▼

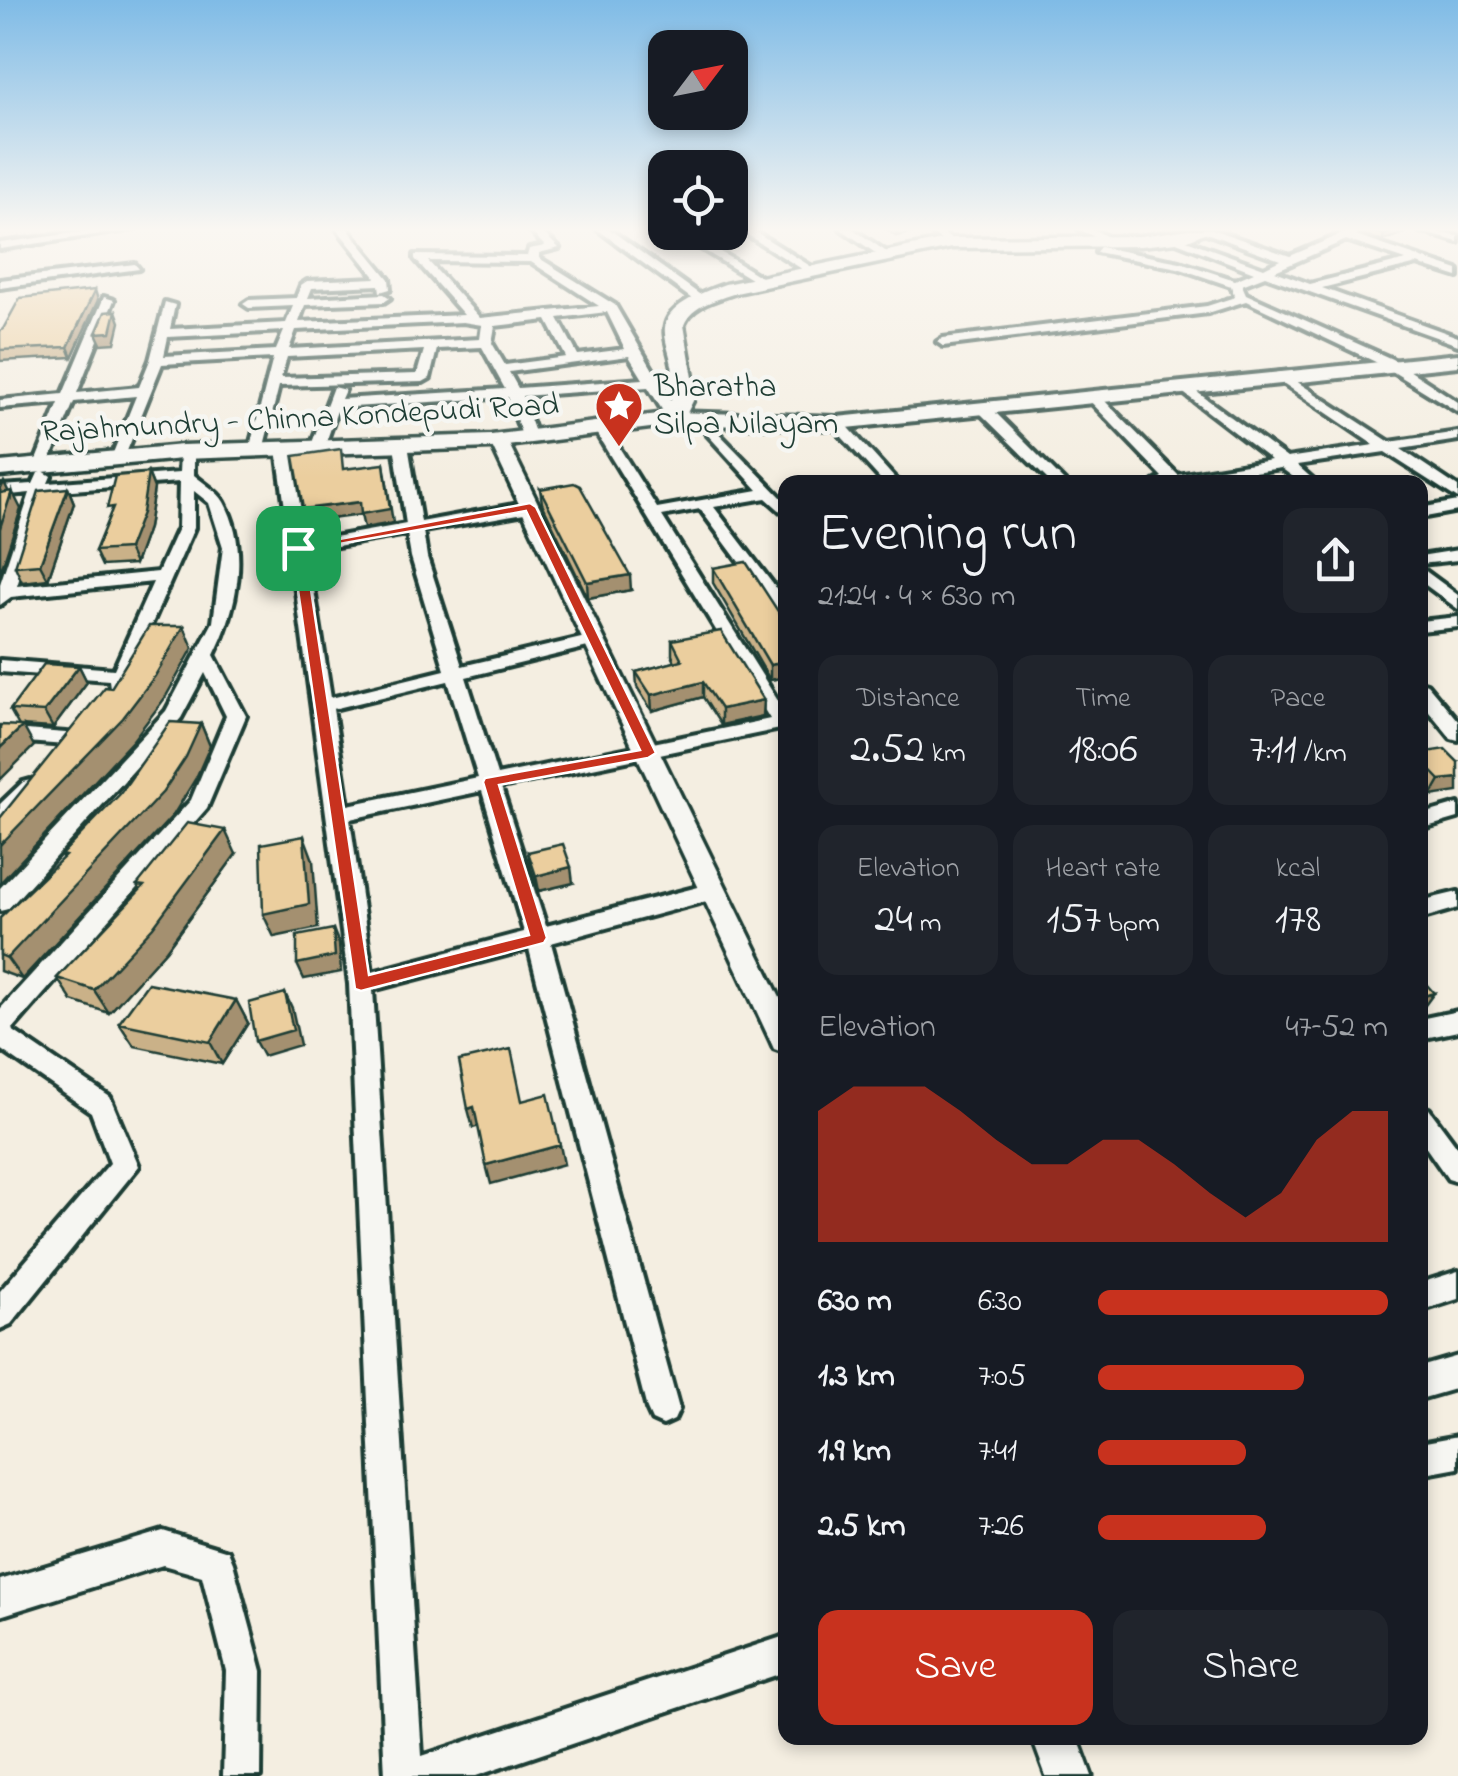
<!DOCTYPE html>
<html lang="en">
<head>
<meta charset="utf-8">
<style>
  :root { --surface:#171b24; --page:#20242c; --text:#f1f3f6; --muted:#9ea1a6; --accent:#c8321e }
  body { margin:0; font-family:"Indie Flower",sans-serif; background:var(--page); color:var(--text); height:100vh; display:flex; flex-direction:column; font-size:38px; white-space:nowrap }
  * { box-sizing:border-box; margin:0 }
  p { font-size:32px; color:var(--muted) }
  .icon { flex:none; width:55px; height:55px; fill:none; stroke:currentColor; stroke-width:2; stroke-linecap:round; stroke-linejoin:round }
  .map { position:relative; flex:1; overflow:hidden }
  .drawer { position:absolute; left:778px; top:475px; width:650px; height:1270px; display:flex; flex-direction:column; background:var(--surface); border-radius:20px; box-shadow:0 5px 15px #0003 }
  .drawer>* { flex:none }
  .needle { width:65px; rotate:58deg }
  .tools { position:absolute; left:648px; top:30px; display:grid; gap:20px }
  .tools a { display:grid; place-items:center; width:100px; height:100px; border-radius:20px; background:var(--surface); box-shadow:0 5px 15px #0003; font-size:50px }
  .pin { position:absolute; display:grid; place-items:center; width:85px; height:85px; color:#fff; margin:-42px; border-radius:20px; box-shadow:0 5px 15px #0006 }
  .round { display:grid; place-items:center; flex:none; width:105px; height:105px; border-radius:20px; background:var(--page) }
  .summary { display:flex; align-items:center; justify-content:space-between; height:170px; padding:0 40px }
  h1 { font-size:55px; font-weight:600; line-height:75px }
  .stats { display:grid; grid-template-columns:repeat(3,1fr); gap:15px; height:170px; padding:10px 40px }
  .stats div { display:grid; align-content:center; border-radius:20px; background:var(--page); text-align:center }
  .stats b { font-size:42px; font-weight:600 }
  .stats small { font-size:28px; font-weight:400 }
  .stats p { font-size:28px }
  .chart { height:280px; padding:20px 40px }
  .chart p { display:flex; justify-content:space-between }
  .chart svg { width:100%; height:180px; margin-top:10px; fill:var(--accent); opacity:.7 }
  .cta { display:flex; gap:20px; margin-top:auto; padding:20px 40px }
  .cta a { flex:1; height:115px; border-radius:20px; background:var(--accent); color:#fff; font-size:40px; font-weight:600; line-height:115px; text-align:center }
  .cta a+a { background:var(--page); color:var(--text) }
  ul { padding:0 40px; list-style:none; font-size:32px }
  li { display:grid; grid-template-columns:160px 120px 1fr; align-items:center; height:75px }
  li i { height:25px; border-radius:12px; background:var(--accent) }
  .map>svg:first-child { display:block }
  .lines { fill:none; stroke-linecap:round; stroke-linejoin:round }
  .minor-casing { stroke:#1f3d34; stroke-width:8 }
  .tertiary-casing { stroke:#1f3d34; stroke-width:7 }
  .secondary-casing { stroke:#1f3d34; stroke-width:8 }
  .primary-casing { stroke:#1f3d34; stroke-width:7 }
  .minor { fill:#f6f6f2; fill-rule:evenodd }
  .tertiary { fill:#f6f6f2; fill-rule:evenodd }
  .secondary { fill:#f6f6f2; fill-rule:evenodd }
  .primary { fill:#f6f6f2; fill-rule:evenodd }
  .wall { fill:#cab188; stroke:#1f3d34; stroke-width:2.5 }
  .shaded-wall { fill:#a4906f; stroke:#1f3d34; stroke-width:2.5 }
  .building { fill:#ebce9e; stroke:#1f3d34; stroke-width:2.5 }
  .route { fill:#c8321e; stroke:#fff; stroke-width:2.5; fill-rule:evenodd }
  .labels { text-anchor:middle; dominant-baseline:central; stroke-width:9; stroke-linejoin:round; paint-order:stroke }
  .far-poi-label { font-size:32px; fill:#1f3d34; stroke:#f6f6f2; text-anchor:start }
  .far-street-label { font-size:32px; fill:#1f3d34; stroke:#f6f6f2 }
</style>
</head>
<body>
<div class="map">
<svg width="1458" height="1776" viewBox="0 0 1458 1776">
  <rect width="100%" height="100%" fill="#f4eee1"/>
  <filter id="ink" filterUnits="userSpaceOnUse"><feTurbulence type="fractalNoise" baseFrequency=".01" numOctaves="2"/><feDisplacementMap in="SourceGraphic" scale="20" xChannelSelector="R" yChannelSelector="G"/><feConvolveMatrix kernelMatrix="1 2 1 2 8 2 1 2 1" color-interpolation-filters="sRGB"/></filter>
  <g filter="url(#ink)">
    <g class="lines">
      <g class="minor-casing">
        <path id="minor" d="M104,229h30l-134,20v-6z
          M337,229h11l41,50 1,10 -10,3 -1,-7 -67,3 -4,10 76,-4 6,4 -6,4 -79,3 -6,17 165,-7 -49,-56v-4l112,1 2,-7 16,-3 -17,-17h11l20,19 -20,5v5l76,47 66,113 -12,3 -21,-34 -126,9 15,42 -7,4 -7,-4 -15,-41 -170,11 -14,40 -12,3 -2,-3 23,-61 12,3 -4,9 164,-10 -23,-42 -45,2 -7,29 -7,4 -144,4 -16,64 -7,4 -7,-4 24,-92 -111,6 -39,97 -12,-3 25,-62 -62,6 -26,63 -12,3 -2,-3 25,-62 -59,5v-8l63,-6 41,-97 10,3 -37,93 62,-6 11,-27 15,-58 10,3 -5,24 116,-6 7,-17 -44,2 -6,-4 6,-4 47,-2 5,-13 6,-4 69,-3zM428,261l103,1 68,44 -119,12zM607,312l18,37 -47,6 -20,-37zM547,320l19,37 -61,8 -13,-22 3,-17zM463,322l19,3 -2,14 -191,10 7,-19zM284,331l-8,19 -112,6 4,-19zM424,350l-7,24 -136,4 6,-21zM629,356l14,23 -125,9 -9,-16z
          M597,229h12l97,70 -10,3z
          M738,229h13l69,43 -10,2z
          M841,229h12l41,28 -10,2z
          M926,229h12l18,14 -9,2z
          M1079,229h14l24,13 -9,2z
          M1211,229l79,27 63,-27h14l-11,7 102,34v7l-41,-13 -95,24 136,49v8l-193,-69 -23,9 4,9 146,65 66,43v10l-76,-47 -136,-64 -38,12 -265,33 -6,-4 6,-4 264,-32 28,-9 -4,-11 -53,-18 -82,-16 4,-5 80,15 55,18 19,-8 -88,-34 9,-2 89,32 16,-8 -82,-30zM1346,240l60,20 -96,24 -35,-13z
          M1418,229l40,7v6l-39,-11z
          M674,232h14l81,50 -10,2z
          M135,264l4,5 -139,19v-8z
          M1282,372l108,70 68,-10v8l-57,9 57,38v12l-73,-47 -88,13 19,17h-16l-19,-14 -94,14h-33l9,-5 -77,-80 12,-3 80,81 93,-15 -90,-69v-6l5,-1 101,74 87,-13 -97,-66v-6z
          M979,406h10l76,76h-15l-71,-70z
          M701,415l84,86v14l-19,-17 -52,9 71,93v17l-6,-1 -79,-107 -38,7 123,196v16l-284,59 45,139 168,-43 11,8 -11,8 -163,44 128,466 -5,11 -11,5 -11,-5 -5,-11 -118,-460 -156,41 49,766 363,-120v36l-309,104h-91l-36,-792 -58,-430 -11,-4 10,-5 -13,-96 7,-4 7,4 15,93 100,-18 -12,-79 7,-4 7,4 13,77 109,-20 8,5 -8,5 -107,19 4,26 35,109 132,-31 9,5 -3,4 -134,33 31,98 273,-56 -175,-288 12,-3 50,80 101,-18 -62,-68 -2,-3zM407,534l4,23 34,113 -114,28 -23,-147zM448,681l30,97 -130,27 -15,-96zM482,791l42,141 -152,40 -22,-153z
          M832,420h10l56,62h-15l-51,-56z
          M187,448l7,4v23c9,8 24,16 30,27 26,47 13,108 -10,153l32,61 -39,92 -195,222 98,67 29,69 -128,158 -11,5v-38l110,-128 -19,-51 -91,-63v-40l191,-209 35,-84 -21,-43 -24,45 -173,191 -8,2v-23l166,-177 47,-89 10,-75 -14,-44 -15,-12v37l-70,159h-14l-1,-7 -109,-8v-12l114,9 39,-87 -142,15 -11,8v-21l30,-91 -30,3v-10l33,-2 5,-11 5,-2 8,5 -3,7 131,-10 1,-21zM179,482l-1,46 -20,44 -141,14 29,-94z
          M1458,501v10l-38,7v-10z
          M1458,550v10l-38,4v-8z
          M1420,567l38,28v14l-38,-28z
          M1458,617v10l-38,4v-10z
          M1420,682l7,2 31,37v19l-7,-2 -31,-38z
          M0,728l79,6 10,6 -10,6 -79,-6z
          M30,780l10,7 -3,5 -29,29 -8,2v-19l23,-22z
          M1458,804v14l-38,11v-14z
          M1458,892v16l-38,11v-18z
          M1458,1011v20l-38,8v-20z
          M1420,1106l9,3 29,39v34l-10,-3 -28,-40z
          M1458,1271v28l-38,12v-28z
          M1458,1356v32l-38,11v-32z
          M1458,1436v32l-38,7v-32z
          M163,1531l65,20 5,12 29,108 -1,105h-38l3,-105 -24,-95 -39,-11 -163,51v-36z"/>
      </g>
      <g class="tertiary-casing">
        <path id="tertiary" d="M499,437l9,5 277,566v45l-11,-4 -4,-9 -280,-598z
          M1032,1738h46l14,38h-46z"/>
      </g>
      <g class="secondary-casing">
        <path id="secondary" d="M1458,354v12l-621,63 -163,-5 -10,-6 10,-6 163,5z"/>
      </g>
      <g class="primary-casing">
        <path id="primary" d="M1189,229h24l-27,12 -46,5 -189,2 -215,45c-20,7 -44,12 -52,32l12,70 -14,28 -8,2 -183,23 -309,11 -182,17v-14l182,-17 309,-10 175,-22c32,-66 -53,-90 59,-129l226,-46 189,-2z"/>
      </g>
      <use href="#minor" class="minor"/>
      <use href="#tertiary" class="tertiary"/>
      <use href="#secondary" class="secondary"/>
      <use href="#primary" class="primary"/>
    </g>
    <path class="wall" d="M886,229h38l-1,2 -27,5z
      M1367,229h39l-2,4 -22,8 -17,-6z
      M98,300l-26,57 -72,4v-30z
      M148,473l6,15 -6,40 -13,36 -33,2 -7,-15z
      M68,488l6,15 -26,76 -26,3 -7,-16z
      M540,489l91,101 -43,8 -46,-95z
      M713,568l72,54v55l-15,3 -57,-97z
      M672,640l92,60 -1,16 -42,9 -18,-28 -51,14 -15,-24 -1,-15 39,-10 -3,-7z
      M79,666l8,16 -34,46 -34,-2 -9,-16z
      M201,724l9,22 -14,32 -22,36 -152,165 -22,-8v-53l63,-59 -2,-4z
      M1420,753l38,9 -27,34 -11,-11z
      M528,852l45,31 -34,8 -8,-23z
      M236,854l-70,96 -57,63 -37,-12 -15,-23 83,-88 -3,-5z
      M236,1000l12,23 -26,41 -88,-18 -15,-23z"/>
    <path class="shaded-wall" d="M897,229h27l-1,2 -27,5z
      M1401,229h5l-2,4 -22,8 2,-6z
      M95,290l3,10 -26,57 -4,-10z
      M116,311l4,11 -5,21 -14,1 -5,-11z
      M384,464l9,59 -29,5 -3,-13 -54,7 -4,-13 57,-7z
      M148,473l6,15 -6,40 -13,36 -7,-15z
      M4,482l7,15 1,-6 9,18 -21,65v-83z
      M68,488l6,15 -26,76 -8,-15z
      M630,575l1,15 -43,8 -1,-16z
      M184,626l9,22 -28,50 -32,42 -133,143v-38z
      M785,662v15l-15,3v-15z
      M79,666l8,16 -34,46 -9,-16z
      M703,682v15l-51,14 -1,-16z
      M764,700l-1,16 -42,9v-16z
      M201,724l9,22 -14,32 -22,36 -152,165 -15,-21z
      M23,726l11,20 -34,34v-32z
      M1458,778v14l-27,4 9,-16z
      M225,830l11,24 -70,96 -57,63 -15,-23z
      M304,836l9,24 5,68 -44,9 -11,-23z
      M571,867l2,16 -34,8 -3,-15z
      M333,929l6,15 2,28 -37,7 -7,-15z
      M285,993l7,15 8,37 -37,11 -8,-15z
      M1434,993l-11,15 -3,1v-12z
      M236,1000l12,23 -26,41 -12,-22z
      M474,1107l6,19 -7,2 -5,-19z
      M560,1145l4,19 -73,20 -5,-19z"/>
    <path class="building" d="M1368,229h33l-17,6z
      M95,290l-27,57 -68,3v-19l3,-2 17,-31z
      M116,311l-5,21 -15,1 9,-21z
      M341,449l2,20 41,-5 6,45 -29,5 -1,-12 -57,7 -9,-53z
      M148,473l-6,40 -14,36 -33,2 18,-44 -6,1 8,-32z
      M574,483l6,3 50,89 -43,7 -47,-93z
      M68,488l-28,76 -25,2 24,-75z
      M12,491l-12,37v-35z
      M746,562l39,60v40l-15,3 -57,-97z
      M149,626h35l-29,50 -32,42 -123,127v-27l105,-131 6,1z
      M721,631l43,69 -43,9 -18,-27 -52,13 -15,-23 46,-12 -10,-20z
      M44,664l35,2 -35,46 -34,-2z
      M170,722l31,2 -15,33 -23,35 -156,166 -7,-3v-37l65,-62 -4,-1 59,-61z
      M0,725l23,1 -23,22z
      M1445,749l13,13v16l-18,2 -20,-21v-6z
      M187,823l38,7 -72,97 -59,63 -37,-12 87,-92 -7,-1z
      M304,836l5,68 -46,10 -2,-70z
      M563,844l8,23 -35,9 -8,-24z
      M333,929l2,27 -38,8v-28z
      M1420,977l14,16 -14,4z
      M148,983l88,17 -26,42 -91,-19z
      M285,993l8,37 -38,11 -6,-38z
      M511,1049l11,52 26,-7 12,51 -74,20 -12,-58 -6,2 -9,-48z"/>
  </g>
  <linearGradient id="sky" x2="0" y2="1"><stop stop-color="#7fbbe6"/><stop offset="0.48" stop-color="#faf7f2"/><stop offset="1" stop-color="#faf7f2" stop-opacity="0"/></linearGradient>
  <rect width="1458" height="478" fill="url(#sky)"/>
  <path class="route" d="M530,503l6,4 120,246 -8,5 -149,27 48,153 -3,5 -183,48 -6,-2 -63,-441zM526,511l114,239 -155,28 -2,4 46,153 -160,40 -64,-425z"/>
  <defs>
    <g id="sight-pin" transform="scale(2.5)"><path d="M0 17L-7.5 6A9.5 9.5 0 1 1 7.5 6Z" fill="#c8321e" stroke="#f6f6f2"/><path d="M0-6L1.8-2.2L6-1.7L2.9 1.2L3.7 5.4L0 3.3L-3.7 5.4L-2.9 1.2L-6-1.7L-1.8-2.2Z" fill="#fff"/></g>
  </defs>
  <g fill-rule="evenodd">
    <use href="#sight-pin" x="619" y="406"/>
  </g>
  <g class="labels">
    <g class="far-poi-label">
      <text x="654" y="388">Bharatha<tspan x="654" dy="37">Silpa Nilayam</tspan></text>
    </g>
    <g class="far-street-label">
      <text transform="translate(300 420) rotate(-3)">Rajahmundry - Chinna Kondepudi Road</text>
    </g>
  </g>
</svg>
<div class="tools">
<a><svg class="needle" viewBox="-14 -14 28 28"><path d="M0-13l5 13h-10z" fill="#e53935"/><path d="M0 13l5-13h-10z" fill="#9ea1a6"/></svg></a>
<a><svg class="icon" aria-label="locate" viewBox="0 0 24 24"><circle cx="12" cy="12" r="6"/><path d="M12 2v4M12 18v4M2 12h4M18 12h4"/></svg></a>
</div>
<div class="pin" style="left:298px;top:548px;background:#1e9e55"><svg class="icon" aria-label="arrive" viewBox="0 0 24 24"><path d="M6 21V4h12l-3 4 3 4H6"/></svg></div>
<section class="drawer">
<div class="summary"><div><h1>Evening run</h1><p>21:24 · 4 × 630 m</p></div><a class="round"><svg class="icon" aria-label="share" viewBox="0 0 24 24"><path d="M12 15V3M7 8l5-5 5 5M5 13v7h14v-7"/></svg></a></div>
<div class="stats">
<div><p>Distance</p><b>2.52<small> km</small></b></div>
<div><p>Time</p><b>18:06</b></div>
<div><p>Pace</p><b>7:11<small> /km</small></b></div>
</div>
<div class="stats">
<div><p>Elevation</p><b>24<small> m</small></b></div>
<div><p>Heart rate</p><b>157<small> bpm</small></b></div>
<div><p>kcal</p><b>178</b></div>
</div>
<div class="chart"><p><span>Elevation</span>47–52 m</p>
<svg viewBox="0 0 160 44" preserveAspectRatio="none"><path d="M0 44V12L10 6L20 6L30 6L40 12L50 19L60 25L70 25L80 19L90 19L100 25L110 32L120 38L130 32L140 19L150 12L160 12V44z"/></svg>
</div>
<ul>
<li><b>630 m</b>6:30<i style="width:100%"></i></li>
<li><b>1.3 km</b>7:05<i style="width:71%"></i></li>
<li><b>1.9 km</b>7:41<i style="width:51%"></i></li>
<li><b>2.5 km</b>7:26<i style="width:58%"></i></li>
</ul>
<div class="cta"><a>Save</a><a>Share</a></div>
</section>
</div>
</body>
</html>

▲

What is being asked:
Each line of the data that holds "radius" should be reported.

Answer to the exercise:
  .drawer { position:absolute; left:778px; top:475px; width:650px; height:1270px; display:flex; flex-direction:column; background:var(--surface); border-radius:20px; box-shadow:0 5px 15px #0003 }
  .tools a { display:grid; place-items:center; width:100px; height:100px; border-radius:20px; background:var(--surface); box-shadow:0 5px 15px #0003; font-size:50px }
  .pin { position:absolute; display:grid; place-items:center; width:85px; height:85px; color:#fff; margin:-42px; border-radius:20px; box-shadow:0 5px 15px #0006 }
  .round { display:grid; place-items:center; flex:none; width:105px; height:105px; border-radius:20px; background:var(--page) }
  .stats div { display:grid; align-content:center; border-radius:20px; background:var(--page); text-align:center }
  .cta a { flex:1; height:115px; border-radius:20px; background:var(--accent); color:#fff; font-size:40px; font-weight:600; line-height:115px; text-align:center }
  li i { height:25px; border-radius:12px; background:var(--accent) }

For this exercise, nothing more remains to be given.